Public repository for the source code for the XSharp Compiler, Runtime, Project System and Tools.
Apache License 2.0
114 stars 38 forks source link

RDD slowness with indexes #1644

Open cpyrgas opened 6 days ago

cpyrgas commented 6 days ago

https://www.xsharp.eu/forum/topic?p=32015#p32015

When appending records with an index active, time taken in X# grows exponentially with the number of records in the dbf. In VO, it grows linearly, so for a big amount of records, the difference in speed becomes huge. The following code that can be run in both VO and X# demonstrates this. Note that when not using an index, time taken in both VO and X# increases linearly.

FUNCTION Start() AS VOID STRICT
    LOCAL cDBF AS STRING
    LOCAL aFields AS ARRAY
    LOCAL i AS DWORD

    LOCAL nStart, nElapsed AS REAL8

    RddSetDefault ( "DBFCDX" )

    cDBF := "C:\test\mytest"
    FErase ( cDBF + ".cdx" )

    aFields := { { "LAST" , "C" , 20 , 0 } }

    DbCreate( cDBF , aFields)
    DbUseArea( ,,cDBF )

    DBCreateOrder("last", "C:\test\mytest.cdx", "last")   // comment this out and it will be faster

   // wait

    nStart := Seconds()

    ? "start : " + ntrim(nStart)

    FOR i := 1 UPTO 1000000
        DbAppend()
        fieldput(1, asstring(i))
        // ? i
    NEXT

    nElapsed := Seconds() - nStart

    ? "Elapsed: " + ntrim(nElapsed) + " seconds" + " - Minutes: " + ntrim(nElapsed/60.00)

    wait
RobertvanderHulst commented 6 days ago

I compared the code in VO with X#. In VO almost no data is written for the DBF during the whole process. All data is written at the end of the loop. In X# each append results in:

RobertvanderHulst commented 6 days ago

The exponential growth is probably caused by later insertions introducing new levels in the index tree, so a key insert results in multiple pages being written.
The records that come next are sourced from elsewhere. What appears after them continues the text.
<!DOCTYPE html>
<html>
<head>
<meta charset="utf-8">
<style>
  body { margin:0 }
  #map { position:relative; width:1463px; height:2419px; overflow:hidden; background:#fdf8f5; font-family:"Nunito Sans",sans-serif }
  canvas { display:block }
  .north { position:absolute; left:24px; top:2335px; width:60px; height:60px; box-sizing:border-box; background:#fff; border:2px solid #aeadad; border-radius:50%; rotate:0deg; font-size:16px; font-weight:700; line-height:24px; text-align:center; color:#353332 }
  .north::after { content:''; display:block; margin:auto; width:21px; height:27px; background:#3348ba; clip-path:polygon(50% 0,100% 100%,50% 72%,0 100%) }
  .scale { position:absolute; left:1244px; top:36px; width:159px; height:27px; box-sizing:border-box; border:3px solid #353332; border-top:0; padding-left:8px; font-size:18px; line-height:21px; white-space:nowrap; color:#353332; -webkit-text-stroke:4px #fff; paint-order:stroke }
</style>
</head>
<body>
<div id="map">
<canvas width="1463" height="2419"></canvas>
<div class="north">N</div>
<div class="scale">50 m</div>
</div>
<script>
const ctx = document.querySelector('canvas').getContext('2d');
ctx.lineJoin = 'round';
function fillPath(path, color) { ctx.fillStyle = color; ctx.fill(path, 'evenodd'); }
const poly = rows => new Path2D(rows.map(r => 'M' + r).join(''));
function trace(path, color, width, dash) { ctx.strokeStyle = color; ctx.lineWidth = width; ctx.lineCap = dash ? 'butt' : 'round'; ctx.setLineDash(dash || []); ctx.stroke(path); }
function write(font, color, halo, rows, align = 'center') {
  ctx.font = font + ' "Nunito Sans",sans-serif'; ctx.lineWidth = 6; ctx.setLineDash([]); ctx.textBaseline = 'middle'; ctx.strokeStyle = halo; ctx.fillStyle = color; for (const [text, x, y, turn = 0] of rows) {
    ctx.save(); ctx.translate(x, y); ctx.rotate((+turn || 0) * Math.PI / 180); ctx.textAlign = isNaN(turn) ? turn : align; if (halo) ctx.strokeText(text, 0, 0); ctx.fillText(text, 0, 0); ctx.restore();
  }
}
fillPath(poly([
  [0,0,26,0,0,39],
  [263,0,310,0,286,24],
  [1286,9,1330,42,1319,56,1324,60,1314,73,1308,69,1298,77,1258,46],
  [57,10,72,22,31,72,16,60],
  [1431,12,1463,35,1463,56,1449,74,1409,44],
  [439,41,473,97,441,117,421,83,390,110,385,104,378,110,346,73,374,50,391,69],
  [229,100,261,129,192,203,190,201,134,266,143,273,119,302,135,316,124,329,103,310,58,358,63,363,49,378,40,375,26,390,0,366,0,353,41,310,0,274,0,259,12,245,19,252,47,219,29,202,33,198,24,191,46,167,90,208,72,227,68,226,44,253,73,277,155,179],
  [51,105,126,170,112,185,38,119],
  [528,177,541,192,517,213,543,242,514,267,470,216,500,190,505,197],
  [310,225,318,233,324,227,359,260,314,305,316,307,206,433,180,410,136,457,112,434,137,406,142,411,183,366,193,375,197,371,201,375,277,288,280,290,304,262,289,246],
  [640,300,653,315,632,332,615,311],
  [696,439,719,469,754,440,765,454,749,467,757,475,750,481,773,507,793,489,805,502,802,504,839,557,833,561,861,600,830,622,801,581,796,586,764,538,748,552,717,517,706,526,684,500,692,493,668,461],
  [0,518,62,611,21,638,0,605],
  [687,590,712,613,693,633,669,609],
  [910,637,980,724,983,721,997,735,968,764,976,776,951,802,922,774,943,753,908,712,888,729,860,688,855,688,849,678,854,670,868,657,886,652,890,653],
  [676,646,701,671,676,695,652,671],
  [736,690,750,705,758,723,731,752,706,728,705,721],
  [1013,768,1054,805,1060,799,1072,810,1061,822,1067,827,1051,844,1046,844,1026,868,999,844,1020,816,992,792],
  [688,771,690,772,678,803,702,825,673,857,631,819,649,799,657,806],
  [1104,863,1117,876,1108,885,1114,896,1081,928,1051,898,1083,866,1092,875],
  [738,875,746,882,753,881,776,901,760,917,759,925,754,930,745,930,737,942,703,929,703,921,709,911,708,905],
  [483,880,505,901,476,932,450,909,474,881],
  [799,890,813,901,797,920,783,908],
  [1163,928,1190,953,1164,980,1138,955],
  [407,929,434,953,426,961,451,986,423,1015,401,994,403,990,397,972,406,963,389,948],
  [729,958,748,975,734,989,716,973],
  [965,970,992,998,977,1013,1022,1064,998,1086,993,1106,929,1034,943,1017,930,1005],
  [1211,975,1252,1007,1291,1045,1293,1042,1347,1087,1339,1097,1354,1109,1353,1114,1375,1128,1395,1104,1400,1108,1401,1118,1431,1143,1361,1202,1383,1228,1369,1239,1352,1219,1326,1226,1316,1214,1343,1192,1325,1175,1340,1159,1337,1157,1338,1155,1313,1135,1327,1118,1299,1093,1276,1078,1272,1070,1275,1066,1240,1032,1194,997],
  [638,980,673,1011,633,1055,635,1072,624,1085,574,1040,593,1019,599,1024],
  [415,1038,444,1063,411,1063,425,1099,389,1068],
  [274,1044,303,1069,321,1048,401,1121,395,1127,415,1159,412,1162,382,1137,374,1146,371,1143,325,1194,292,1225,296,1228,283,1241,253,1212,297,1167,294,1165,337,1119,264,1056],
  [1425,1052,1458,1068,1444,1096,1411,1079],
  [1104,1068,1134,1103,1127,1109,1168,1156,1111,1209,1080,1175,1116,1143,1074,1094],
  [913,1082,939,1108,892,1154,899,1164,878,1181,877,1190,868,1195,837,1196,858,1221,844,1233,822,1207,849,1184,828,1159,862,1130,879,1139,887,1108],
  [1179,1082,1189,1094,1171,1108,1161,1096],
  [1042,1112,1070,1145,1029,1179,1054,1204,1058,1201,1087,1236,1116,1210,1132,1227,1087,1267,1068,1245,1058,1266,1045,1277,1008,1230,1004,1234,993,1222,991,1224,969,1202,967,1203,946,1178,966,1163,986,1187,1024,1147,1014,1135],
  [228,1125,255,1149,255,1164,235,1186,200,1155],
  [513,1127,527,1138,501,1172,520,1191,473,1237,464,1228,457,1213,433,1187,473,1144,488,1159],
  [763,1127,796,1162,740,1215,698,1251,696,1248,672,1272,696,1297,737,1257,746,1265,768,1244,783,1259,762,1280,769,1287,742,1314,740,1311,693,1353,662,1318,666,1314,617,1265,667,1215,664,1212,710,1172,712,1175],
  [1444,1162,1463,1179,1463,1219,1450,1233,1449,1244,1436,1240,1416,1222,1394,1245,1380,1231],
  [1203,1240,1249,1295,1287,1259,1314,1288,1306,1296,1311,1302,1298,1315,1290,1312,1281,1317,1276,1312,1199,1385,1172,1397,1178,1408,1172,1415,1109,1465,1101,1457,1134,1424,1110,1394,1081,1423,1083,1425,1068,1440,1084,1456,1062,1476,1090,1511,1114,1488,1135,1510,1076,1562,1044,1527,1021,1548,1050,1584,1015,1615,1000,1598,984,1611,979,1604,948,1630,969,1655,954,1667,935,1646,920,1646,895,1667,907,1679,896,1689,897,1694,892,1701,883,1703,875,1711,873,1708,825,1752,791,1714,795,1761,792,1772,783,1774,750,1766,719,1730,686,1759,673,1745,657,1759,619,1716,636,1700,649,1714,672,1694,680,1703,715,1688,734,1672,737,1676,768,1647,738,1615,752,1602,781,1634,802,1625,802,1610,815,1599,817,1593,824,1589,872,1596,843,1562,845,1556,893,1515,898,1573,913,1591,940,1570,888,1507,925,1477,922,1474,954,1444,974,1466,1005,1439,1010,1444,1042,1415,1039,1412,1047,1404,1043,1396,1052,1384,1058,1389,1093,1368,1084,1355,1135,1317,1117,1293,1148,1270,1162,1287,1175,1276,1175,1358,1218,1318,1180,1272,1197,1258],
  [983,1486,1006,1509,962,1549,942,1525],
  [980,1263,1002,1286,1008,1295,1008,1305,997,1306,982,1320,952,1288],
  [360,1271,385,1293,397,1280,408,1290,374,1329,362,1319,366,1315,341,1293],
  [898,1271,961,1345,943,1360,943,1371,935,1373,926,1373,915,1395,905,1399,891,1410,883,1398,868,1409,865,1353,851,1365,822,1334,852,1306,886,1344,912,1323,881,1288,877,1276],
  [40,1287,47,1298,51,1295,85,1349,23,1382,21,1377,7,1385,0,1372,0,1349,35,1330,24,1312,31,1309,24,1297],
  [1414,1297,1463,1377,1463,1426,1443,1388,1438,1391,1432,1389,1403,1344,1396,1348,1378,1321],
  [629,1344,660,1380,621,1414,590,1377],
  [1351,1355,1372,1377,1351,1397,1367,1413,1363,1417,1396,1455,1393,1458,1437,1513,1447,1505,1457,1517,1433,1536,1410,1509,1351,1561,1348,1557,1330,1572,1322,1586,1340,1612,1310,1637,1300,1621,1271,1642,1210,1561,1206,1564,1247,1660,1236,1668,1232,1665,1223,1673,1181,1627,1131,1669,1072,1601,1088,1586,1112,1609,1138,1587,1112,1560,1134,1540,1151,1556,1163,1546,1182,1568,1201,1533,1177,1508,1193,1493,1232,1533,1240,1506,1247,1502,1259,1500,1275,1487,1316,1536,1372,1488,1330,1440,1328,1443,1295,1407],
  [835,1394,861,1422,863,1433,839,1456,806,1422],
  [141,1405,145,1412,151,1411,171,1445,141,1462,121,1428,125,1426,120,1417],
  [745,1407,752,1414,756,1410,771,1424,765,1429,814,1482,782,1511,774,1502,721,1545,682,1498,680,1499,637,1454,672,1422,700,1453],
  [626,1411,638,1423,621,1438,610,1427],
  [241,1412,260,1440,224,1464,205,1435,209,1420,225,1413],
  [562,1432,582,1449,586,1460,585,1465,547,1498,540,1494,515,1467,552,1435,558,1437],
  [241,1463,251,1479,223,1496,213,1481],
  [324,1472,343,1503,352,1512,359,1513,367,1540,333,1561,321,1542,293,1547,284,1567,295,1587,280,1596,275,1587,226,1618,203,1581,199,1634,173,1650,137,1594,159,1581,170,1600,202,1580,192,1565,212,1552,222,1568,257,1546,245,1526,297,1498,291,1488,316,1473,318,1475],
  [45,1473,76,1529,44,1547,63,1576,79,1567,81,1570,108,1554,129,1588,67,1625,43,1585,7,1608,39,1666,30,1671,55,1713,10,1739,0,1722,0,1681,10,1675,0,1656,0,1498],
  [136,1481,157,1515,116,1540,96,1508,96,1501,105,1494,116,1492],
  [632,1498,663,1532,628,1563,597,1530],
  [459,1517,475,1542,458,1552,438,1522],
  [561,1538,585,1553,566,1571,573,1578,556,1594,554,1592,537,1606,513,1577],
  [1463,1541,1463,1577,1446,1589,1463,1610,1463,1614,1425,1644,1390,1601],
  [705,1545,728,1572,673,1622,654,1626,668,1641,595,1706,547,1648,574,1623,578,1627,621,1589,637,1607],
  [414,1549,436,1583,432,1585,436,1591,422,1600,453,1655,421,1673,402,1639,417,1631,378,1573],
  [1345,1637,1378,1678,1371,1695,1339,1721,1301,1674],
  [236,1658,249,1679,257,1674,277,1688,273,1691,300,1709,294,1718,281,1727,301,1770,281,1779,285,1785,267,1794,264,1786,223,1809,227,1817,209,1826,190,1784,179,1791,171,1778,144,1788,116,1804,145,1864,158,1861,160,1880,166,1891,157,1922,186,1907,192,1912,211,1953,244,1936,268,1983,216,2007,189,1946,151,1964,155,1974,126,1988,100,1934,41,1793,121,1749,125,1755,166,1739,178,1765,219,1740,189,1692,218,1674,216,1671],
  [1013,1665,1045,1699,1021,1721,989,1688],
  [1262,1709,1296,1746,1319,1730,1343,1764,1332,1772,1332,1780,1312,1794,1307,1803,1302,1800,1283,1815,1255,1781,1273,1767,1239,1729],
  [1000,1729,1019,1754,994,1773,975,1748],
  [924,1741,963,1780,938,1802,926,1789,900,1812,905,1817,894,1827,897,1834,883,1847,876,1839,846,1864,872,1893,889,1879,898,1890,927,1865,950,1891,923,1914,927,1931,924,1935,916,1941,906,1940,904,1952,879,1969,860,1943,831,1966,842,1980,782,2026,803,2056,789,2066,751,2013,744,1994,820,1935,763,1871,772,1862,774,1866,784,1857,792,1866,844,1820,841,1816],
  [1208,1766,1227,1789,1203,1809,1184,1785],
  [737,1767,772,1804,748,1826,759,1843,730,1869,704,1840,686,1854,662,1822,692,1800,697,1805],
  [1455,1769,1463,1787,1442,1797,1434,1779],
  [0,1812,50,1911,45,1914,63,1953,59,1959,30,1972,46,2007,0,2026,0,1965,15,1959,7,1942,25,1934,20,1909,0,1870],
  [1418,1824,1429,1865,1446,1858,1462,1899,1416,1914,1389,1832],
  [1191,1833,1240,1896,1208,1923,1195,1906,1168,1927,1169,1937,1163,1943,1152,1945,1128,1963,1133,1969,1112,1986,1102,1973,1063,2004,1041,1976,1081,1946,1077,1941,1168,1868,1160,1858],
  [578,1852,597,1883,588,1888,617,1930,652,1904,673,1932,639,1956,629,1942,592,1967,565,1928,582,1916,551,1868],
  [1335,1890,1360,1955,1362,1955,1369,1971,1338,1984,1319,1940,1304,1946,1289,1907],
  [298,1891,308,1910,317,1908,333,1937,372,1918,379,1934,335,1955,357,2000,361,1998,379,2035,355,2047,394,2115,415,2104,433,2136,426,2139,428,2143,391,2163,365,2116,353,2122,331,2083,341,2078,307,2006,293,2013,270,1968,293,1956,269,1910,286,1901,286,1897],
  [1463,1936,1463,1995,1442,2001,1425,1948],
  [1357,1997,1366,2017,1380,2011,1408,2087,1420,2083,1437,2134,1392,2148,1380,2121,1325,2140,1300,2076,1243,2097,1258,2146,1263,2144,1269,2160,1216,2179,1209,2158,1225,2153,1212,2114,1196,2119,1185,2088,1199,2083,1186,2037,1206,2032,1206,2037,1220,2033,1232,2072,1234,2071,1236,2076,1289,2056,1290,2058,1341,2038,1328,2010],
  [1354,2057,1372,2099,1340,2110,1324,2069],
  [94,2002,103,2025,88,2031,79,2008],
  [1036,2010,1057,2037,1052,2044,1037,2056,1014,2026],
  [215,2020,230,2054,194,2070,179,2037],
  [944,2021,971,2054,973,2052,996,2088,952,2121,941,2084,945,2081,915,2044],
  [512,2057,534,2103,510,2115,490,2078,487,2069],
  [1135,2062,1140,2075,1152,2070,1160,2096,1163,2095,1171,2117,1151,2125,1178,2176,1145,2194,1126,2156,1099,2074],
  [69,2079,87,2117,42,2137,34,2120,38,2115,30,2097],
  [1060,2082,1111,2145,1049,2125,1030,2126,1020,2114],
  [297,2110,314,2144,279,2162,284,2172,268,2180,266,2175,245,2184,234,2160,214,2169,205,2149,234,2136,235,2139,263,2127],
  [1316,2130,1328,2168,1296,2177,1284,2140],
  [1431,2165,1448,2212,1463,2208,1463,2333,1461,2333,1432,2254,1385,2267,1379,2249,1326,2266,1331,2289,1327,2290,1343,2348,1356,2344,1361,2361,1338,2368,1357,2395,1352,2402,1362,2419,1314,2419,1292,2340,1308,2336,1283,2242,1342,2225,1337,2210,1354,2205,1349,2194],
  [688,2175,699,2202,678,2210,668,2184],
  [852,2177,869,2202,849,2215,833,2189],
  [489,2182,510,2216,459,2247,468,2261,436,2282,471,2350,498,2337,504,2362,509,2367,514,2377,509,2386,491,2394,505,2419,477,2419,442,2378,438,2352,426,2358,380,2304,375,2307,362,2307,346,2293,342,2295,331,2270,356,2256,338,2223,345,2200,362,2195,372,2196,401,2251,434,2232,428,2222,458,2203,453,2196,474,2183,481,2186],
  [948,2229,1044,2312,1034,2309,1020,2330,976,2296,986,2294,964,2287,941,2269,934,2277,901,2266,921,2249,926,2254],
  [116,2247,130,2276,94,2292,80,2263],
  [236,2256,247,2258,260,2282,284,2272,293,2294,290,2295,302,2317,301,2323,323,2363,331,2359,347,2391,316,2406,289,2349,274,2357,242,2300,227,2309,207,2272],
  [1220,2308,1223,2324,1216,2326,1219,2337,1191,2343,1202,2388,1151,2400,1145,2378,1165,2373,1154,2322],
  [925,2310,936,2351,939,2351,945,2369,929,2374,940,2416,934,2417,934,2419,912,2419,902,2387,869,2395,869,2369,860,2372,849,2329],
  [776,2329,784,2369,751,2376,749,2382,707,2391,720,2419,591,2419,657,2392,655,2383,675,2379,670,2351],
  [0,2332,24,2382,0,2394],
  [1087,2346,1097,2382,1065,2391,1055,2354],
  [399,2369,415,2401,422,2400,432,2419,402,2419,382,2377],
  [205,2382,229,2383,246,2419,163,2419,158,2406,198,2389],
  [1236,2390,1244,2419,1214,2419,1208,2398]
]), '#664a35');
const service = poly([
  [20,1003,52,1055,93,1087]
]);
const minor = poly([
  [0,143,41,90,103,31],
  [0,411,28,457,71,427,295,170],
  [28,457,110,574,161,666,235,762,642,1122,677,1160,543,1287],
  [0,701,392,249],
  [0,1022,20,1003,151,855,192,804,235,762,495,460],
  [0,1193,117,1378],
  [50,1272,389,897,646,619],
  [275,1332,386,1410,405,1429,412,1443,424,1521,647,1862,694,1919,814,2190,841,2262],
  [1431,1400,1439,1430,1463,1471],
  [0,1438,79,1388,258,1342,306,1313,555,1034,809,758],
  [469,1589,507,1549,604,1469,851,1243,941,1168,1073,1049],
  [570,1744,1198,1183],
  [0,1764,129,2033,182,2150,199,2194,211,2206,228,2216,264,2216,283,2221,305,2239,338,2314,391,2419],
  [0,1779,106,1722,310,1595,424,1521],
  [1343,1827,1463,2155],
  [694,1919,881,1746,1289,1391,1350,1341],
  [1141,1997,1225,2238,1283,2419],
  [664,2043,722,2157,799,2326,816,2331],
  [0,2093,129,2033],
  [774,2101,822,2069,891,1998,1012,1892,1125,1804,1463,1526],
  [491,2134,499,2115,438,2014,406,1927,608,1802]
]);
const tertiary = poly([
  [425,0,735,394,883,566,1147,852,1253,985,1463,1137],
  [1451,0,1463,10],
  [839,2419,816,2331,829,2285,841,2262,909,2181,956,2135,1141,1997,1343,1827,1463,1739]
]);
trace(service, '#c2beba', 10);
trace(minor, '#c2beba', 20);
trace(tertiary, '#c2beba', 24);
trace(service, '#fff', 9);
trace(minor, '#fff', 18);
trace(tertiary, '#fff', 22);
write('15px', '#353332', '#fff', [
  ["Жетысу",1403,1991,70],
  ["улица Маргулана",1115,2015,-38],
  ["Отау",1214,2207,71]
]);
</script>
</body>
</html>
In VO the index pages are also kept in memory, so that is less of an issue

cpyrgas commented 5 days ago

Can we do the same thing with keeping stuff in memory in X#?

But in any case, I am not sure how much of an impact such an improvement will have in a real life scenario, as adding 100,000 or a million records at once is not your everyday thing..

Wolfgang told me he has big slowness in other cases, I have asked for a sample.